Work task:
Each line below that carries the string "İhsan" must appear in the answer.
++++++++++++++++++++
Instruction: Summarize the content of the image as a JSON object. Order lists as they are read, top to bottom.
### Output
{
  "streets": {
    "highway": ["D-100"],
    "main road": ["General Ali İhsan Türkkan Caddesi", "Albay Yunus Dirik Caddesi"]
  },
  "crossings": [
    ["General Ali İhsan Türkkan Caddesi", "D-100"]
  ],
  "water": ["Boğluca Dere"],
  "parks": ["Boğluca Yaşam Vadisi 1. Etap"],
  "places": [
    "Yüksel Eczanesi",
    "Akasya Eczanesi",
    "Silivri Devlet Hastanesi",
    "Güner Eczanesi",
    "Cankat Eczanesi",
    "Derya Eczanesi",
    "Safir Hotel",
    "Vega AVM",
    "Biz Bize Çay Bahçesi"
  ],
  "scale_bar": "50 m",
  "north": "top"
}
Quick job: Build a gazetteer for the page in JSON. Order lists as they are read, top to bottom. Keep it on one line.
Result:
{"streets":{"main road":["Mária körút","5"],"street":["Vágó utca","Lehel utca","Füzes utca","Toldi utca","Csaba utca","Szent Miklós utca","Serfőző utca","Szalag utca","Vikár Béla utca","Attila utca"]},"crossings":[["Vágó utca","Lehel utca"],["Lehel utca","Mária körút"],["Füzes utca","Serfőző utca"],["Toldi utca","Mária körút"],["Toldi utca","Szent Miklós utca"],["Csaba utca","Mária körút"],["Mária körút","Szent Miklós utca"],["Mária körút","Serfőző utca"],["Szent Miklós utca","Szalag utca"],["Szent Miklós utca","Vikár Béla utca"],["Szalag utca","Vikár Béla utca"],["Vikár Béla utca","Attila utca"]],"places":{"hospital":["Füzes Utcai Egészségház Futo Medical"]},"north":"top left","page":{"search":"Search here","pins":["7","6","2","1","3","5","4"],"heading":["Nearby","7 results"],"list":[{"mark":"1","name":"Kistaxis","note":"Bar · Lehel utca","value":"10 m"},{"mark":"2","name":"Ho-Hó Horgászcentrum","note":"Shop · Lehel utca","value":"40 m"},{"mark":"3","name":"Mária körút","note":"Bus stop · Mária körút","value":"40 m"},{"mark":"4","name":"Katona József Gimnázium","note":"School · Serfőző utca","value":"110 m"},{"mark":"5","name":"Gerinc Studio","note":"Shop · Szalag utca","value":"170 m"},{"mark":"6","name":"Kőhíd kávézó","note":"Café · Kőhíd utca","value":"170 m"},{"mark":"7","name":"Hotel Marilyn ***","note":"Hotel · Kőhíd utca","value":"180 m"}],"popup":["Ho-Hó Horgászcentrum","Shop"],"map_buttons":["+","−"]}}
++++++++++++++++++++
Written reply:
    "main road": ["General Ali İhsan Türkkan Caddesi", "Albay Yunus Dirik Caddesi"]
    ["General Ali İhsan Türkkan Caddesi", "D-100"]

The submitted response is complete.